Figure 3. Histopathology

a, b: Kidney biopsy findings in an affected member of family FSB with an E220K INF2 mutation. This patient was 21 years of age at the time of biopsy with an estimated glomerular filtration rate (GFR) of 96 ml/min/1.73m². She had 3+ urine protein and no hematuria. She developed ESRD seven years after the biopsy was performed. a. Light micrograph (PAS) showing focal global and segmental glomerulosclerosis. b. Electron micrograph showing segmental foot process effacement in some loops (arrowheads) and focally irregular morphology of preserved foot processes. Inset: Higher magnification electron micrograph showing foot processes en face, projecting from a major process.
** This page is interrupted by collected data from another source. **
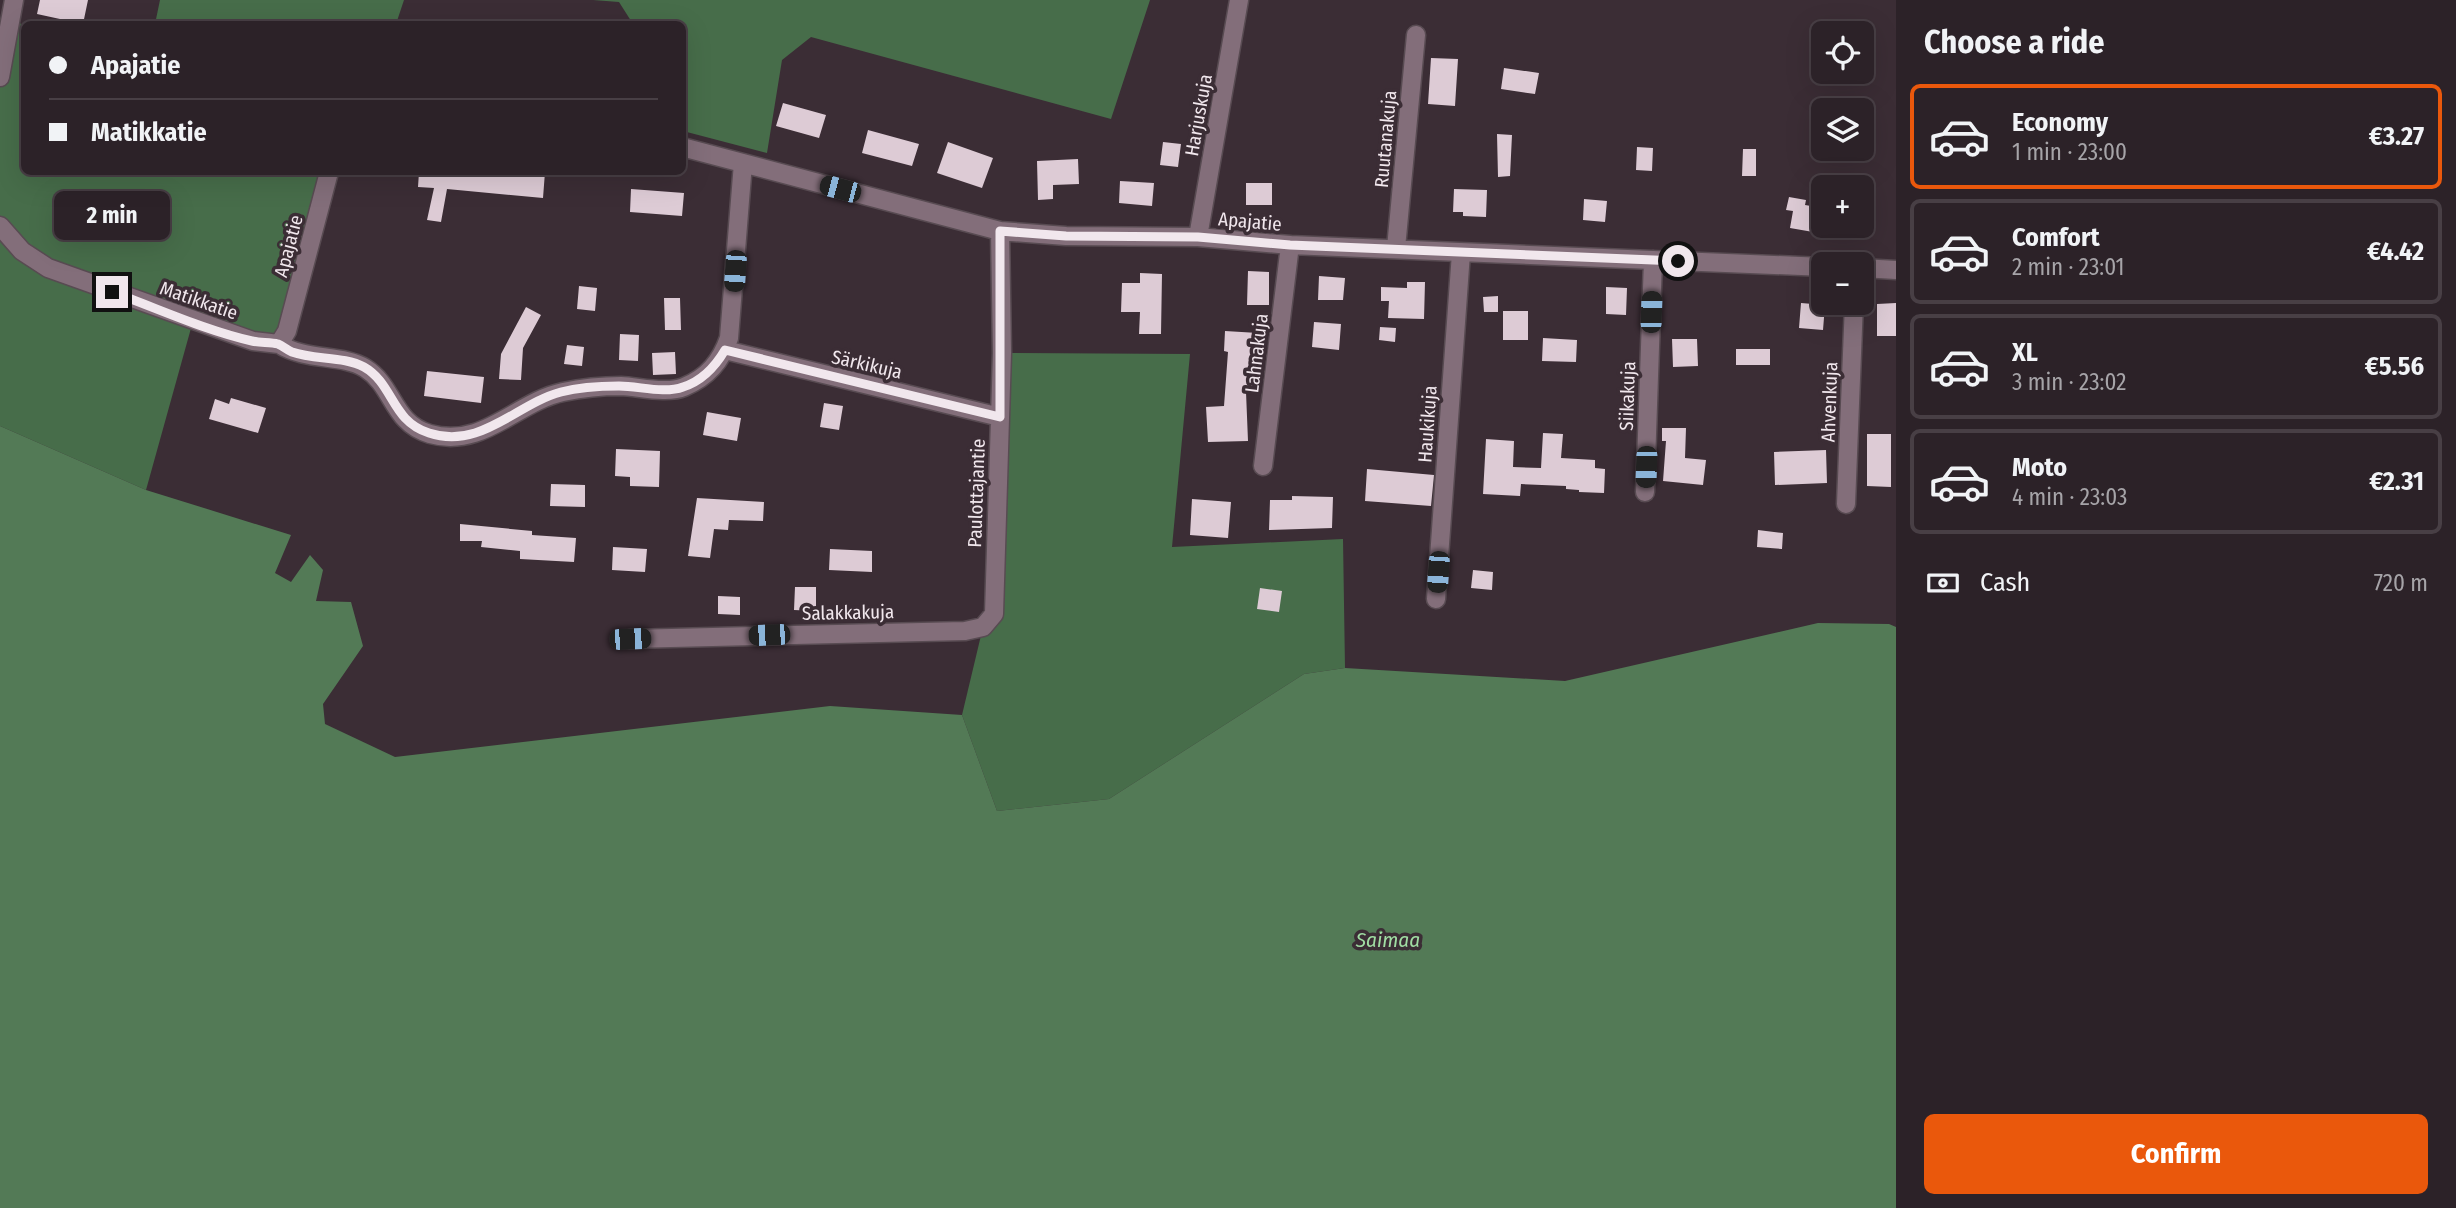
<!DOCTYPE html>
<meta charset="utf-8">
<style>
body{margin:0;font-family:"Fira Sans Condensed",sans-serif;background:#342a30;color:#f1f3f6;height:100vh;display:flex;flex-direction:column;font-size:26px;white-space:nowrap}
*{box-sizing:border-box;margin:0}
p{font-size:23px;color:#a6a4a8}
.icon{flex:none;width:38px;height:38px;fill:none;stroke:currentColor;stroke-width:2;stroke-linecap:round;stroke-linejoin:round}
.map{position:relative;flex:1;overflow:hidden}
.details{display:flex;flex-direction:column;background:#2c2228;width:560px}
.details>*{flex:none}
.guide{position:absolute;left:21px;top:21px;width:665px;height:154px;border-radius:10px;box-shadow:0 7px 28px #0002,0 0 0 2px #483f45;display:grid;align-content:center;height:154px;padding:0 28px;background:#2c2228}
.tools{position:absolute;left:1811px;top:21px;display:grid;gap:14px}
.tools a{display:grid;place-items:center;width:63px;height:63px;border-radius:10px;background:#2c2228;box-shadow:0 7px 28px #0002,0 0 0 2px #483f45;font-size:35px}
.end{position:absolute;width:32px;height:32px;margin:-16px;border:9px solid #f1e7ed;background:#111;box-shadow:0 0 0 4px #111}
.from{border-radius:50%}
.bubble{position:absolute;height:49px;border-radius:10px;background:#2c2228;box-shadow:0 7px 28px #0002,0 0 0 2px #483f45;font-size:23px;font-weight:700;line-height:49px;text-align:center}
.car{position:absolute;width:21px;height:42px;margin:-21px -10px;border-radius:9px;box-shadow:0 0 5px 2px #0007;background:linear-gradient(#222 24%,#8ab4d8 0 40%,#222 0 76%,#8ab4d8 0 86%,#222 0)}
.guide b{display:flex;align-items:center;gap:24px;height:66px;font-size:26px}
.guide b+b{border-top:2px solid #483f45}
.guide i{width:18px;height:18px;background:#f1f3f6}
ul{padding:0;list-style:none}
li{display:flex;align-items:center;gap:21px;height:105px;margin:0 14px 10px;padding:0 14px;border:4px solid #483f45;border-radius:10px}
li div{flex:1}
li b{display:block;font-size:26px}
li em{font-style:normal;font-weight:700}
li.selected{border-color:#ea580c}
li>.icon{width:63px;height:63px;stroke-width:1.5}
h2{padding:0 28px;font-size:32px;line-height:84px}
.pay{display:flex;align-items:center;gap:18px;height:77px;padding:0 28px;font-size:26px}
.pay p{margin-inline-start:auto}
.button{display:flex;gap:14px;margin-top:auto;padding:14px 28px}
.button a{flex:1;height:80px;border-radius:10px;background:#ea580c;color:#fff;font-size:28px;font-weight:700;line-height:80px;text-align:center}
main{display:flex;flex:1;min-height:0}
.map>svg:first-child{display:block}
</style>
<main>
<div class="map">
<svg width="1896" height="1208" viewBox="0 0 1896 1208">
<rect width="100%" height="100%" fill="#3b2d35"/>
<path fill="#476d4a" d="M 160,0 L 404,0 L 396,24 L 155,24 Z
M 593,0 L 1150,0 L 1111,119 L 811,37 L 782,60 L 767,153 L 683,131 L 682,24 L 633,24 L 619,2 Z
M 19,23 L 24,25 L 24,172 L 329,172 L 279,344 L 193,321 L 146,490 L 0,426 L 0,77 L 8,27 Z
M 1002,353 L 1190,354 L 1172,547 L 1343,539 L 1345,668 L 1304,674 L 1109,799 L 997,811 L 962,715 L 983,627 L 994,613 Z"/>
<path fill="#537a56" d="M 0,426 L 146,490 L 291,535 L 275,573 L 291,582 L 310,555 L 323,570 L 316,601 L 351,602 L 363,646 L 323,704 L 325,724 L 395,757 L 830,706 L 962,715 L 997,811 L 1109,799 L 1304,674 L 1345,668 L 1565,681 L 1818,623 L 1889,624 L 1896,627 L 1896,1208 L 0,1208 Z"/>
<path fill="#ddcbd5" d="M 40,0 L 88,0 L 83,24 L 37,14 Z
M 1431,58 L 1458,59 L 1455,106 L 1428,104 Z
M 1504,68 L 1539,73 L 1535,94 L 1501,89 Z
M 783,103 L 826,115 L 819,138 L 776,126 Z
M 868,130 L 919,144 L 912,166 L 862,153 Z
M 1497,134 L 1512,135 L 1510,176 L 1498,177 Z
M 948,142 L 993,158 L 982,188 L 937,173 Z
M 1163,142 L 1181,144 L 1178,167 L 1160,165 Z
M 1637,147 L 1653,148 L 1652,171 L 1636,170 Z
M 1743,149 L 1756,149 L 1756,176 L 1742,176 Z
M 1078,159 L 1079,184 L 1053,185 L 1053,199 L 1038,200 L 1037,161 Z
M 419,172 L 545,172 L 543,198 L 447,189 L 441,222 L 427,220 L 434,188 L 418,187 Z
M 1120,181 L 1154,183 L 1152,206 L 1119,203 Z
M 1246,183 L 1272,183 L 1272,205 L 1246,205 Z
M 631,189 L 684,193 L 682,216 L 630,212 Z
M 1454,189 L 1487,190 L 1486,217 L 1463,216 L 1463,212 L 1453,212 Z
M 1789,197 L 1806,200 L 1805,205 L 1817,207 L 1813,232 L 1790,228 L 1793,211 L 1786,210 Z
M 1584,199 L 1607,201 L 1605,222 L 1583,220 Z
M 1248,271 L 1269,272 L 1269,305 L 1247,305 Z
M 1140,273 L 1162,274 L 1161,334 L 1139,334 L 1140,312 L 1121,312 L 1122,283 L 1140,283 Z
M 1319,276 L 1345,278 L 1343,300 L 1318,300 Z
M 1407,282 L 1425,282 L 1424,319 L 1388,318 L 1389,301 L 1381,301 L 1381,287 L 1407,288 Z
M 579,286 L 597,288 L 595,311 L 577,309 Z
M 1606,287 L 1627,288 L 1626,315 L 1606,314 Z
M 1498,296 L 1498,312 L 1484,312 L 1483,297 Z
M 664,298 L 680,298 L 681,330 L 665,330 Z
M 1801,303 L 1825,305 L 1823,330 L 1799,328 Z
M 1896,303 L 1896,336 L 1877,336 L 1877,304 Z
M 526,307 L 541,315 L 523,348 L 521,380 L 499,379 L 501,354 Z
M 1503,311 L 1528,311 L 1528,340 L 1503,340 Z
M 1314,322 L 1341,324 L 1339,350 L 1312,347 Z
M 1380,327 L 1396,328 L 1395,342 L 1379,340 Z
M 1225,331 L 1258,333 L 1255,393 L 1246,392 L 1248,441 L 1208,442 L 1206,407 L 1224,406 L 1228,352 L 1224,351 Z
M 620,334 L 639,335 L 638,361 L 619,360 Z
M 1543,338 L 1577,340 L 1576,362 L 1542,361 Z
M 1672,339 L 1697,339 L 1698,366 L 1673,367 Z
M 567,345 L 584,347 L 582,366 L 564,364 Z
M 1736,349 L 1770,349 L 1770,365 L 1736,365 Z
M 675,352 L 676,374 L 653,375 L 652,353 Z
M 427,371 L 484,377 L 481,403 L 424,396 Z
M 231,398 L 266,408 L 258,433 L 209,419 L 215,399 L 229,404 Z
M 824,403 L 843,406 L 839,430 L 820,427 Z
M 707,412 L 741,418 L 737,441 L 703,435 Z
M 1662,428 L 1686,428 L 1685,458 L 1706,460 L 1703,485 L 1663,481 L 1666,441 L 1662,441 Z
M 1543,433 L 1563,434 L 1561,458 L 1595,460 L 1595,468 L 1605,469 L 1604,493 L 1579,492 L 1579,490 L 1566,489 L 1566,486 L 1521,484 L 1520,496 L 1483,494 L 1486,439 L 1514,441 L 1513,467 L 1541,468 Z
M 1867,434 L 1891,434 L 1891,487 L 1867,486 Z
M 616,449 L 660,451 L 659,487 L 630,486 L 630,477 L 615,476 Z
M 1826,450 L 1827,483 L 1775,485 L 1774,452 Z
M 1367,469 L 1434,475 L 1431,506 L 1365,501 Z
M 551,484 L 585,485 L 585,507 L 550,506 Z
M 1292,496 L 1333,497 L 1332,528 L 1269,530 L 1270,500 L 1292,500 Z
M 697,498 L 764,502 L 763,521 L 729,520 L 728,530 L 714,529 L 710,558 L 688,556 Z
M 1192,499 L 1231,502 L 1228,538 L 1190,535 Z
M 460,524 L 532,531 L 532,535 L 576,538 L 574,562 L 520,559 L 520,551 L 481,547 L 482,541 L 460,541 Z
M 1758,530 L 1783,533 L 1782,549 L 1757,547 Z
M 613,547 L 647,549 L 645,572 L 612,570 Z
M 830,549 L 872,551 L 872,572 L 829,570 Z
M 1473,570 L 1493,572 L 1492,590 L 1471,588 Z
M 795,587 L 816,587 L 816,611 L 794,610 Z
M 1260,588 L 1282,591 L 1279,612 L 1257,609 Z
M 718,596 L 740,597 L 740,615 L 718,614 Z"/>
<g fill="none" stroke-linecap="round" stroke-linejoin="round">
<defs>
<path id="minor" d="M 0,77 L 14,0
M 682,147 L 1000,231 L 1066,236 L 1198,237 L 1290,245 L 1824,267
M 0,226 L 22,251 L 48,268 L 253,341 L 279,344 L 287,331 L 329,172
M 1198,237 L 1239,0
M 1396,248 L 1416,35
M 1862,268 L 1896,270
M 279,344 C 305,361 342,354 365,368 C 394,386 392,423 430,434 C 483,449 516,402 563,392 C 582,388 602,386 621,386 C 640,387 667,394 684,387 C 708,377 721,361 729,338 L 743,163
M 725,350 L 1000,417
M 1263,466 L 1290,245
M 1645,492 L 1653,260
M 1846,504 L 1854,303
M 1436,599 L 1461,253
M 630,639 L 965,631 L 983,627 L 994,614 L 1002,353 L 1000,231"/>
</defs>
<use href="#minor" stroke="#584b52" stroke-width="21"/>
<use href="#minor" stroke="#836e7a" stroke-width="18"/>
</g>
<g fill="none" stroke-linecap="round" stroke-linejoin="round">
<path stroke="#f1e7ed" stroke-width="9" d="M 112,292 C 157,308 204,330 252,341 C 260,343 270,342 278,344 C 283,346 287,350 292,352 C 314,360 344,356 364,367 C 394,384 391,421 429,433 C 481,450 516,404 561,392 C 580,387 601,386 619,386 C 639,386 664,394 683,387 C 702,381 715,367 725,350 L 1000,417 L 1000,231 L 1066,236 L 1198,237 L 1290,245 L 1678,261"/>
</g>
<g text-anchor="middle" stroke-width="7" stroke-linejoin="round" paint-order="stroke">
<g font-size="19" fill="#f1e7ed" stroke="#3b2d35">
<text transform="translate(1198 115) rotate(-80)" y="7">Harjuskuja</text>
<text transform="translate(1385 139) rotate(-85)" y="7">Ruutanakuja</text>
<text transform="translate(1250 221) rotate(5)" y="7">Apajatie</text>
<text transform="translate(288 246) rotate(-75)" y="7">Apajatie</text>
<text transform="translate(199 300) rotate(19)" y="7">Matikkatie</text>
<text transform="translate(1256 353) rotate(-83)" y="7">Lahnakuja</text>
<text transform="translate(867 364) rotate(13)" y="7">Särkikuja</text>
<text transform="translate(1627 396) rotate(-88)" y="7">Siikakuja</text>
<text transform="translate(1829 402) rotate(-88)" y="7">Ahvenkuja</text>
<text transform="translate(1427 424) rotate(-86)" y="7">Haukikuja</text>
<text transform="translate(976 493) rotate(-88)" y="7">Paulottajantie</text>
<text transform="translate(848 612) rotate(-1)" y="7">Salakkakuja</text>
</g>
<g font-size="21" font-style="italic" fill="#a0dda3" stroke="#3b2d35">
<text x="1388" y="947">Saimaa</text>
</g>
</g>
</svg>
<div class="tools">
<a><svg class="icon" aria-label="locate" viewBox="0 0 24 24"><circle cx="12" cy="12" r="6"/><path d="M12 2v4M12 18v4M2 12h4M18 12h4"/></svg></a>
<a><svg class="icon" aria-label="layers" viewBox="0 0 24 24"><path d="M12 4l9 5-9 5-9-5zM3 14l9 5 9-5"/></svg></a>
<a>+</a>
<a>−</a>
</div>
<i class="end from" style="left:1678px;top:261px"></i>
<i class="end" style="left:112px;top:292px"></i>
<div class="bubble" style="left:54px;top:191px;width:116px">2 min</div>
<i class="car" style="left:840px;top:189px;rotate:285deg"></i>
<i class="car" style="left:735px;top:271px;rotate:184deg"></i>
<i class="car" style="left:1651px;top:312px;rotate:2deg"></i>
<i class="car" style="left:1646px;top:467px;rotate:182deg"></i>
<i class="car" style="left:1438px;top:572px;rotate:184deg"></i>
<i class="car" style="left:769px;top:635px;rotate:268deg"></i>
<i class="car" style="left:630px;top:639px;rotate:88deg"></i>
<div class="guide">
<b><i class="from"></i>Apajatie</b>
<b><i></i>Matikkatie</b>
</div>
</div>
<section class="details">
<h2>Choose a ride</h2>
<ul>
<li class="selected"><svg class="icon" aria-label="car" viewBox="0 0 24 24"><path d="M5 17H2v-5l4-1 3-4h7l3 4 3 1v5h-3M9 17h6M6 11h13"/><circle cx="7" cy="17" r="2"/><circle cx="17" cy="17" r="2"/></svg><div><b>Economy</b><p>1 min · 23:00</p></div><em>€3.27</em></li>
<li><svg class="icon" aria-label="car" viewBox="0 0 24 24"><path d="M5 17H2v-5l4-1 3-4h7l3 4 3 1v5h-3M9 17h6M6 11h13"/><circle cx="7" cy="17" r="2"/><circle cx="17" cy="17" r="2"/></svg><div><b>Comfort</b><p>2 min · 23:01</p></div><em>€4.42</em></li>
<li><svg class="icon" aria-label="car" viewBox="0 0 24 24"><path d="M5 17H2v-5l4-1 3-4h7l3 4 3 1v5h-3M9 17h6M6 11h13"/><circle cx="7" cy="17" r="2"/><circle cx="17" cy="17" r="2"/></svg><div><b>XL</b><p>3 min · 23:02</p></div><em>€5.56</em></li>
<li><svg class="icon" aria-label="car" viewBox="0 0 24 24"><path d="M5 17H2v-5l4-1 3-4h7l3 4 3 1v5h-3M9 17h6M6 11h13"/><circle cx="7" cy="17" r="2"/><circle cx="17" cy="17" r="2"/></svg><div><b>Moto</b><p>4 min · 23:03</p></div><em>€2.31</em></li>
</ul>
<div class="pay"><svg class="icon" aria-label="cash" viewBox="0 0 24 24"><path d="M3 7h18v10H3z"/><circle cx="12" cy="12" r="2"/></svg>Cash<p>720 m</p></div>
<div class="button"><a>Confirm</a></div>
</section>
</main>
The foot processes appear irregular and jagged, often with prominent longitudinal actin bundles. c, d: Kidney biopsy findings from a different INF2 mutant patient with an R218Q mutation, from family FGJN. This patient was 26 years old at the time of biopsy. Estimated GFR was 46 ml/min/1.73m² and urine showed 3+ protein and trace blood at the time. c: Light micrograph (PAS) showing focal and segmental glomerulosclerosis, with moderate chronic parenchymal damage. d: Electron micrograph showing segmental foot process effacement (arrowheads).

Figure 4. INF2 expression

a. RNA in situ hybridization in adult human kidney with digoxigenin-labeled probe targeted against INF2 mRNA, followed by immunohistochemical staining with labeled antibody to digoxigenin. INF2 mRNA expression is apparent in podocytes as well as some tubule cells. Sense control experiment is shown on the right. b. Immunofluoresence staining of mouse kidney with DAPI (blue) and antibodies against nephrin (red) and INF2 (green). INF2 staining is observed in the glomeruli in an epithelial cell pattern. Arrows show areas of nephrin and INF2 colocalization. Arrowhead shows a cell expressing INF2 but not nephrin. d. Northern blot. Gel lanes: 1, Brain; 2, Placenta; 3, Skeletal muscle; 4, Heart; 5, Kidney; 6, Pancreas; 7, Liver; 8, Lung; 9, Spleen; 10, Colon.

Figure 5. Expression of INF2 variants

Localization of INF2 variants in undifferentiated cultured human podocytes. Cells were cultured on coverslips coated with type I collagen. INF2 is visualized using a Cy3 conjugated antibody against its C-terminus . FITC phalloidin was used to stain F-actin, and nuclei are stained with DAPI. First column: cells expressing wild-type and three different mutant forms of INF2. Second column: INF2 channel. Third column: Phalloidin. Rows: results for WT and three mutant forms of INF2: E184K, S186P, and R218Q. E184K and R218Q mutants show diffuse localization of INF2 and F-actin compared with the perinuclear INF2 staining seen with the WT expressing cells. The S186P looked similar to WT expressing cells, but INF2 expression was more vermiform in appearance. In all three mutants, stress fibers and cortical actin appeared to be less prominent.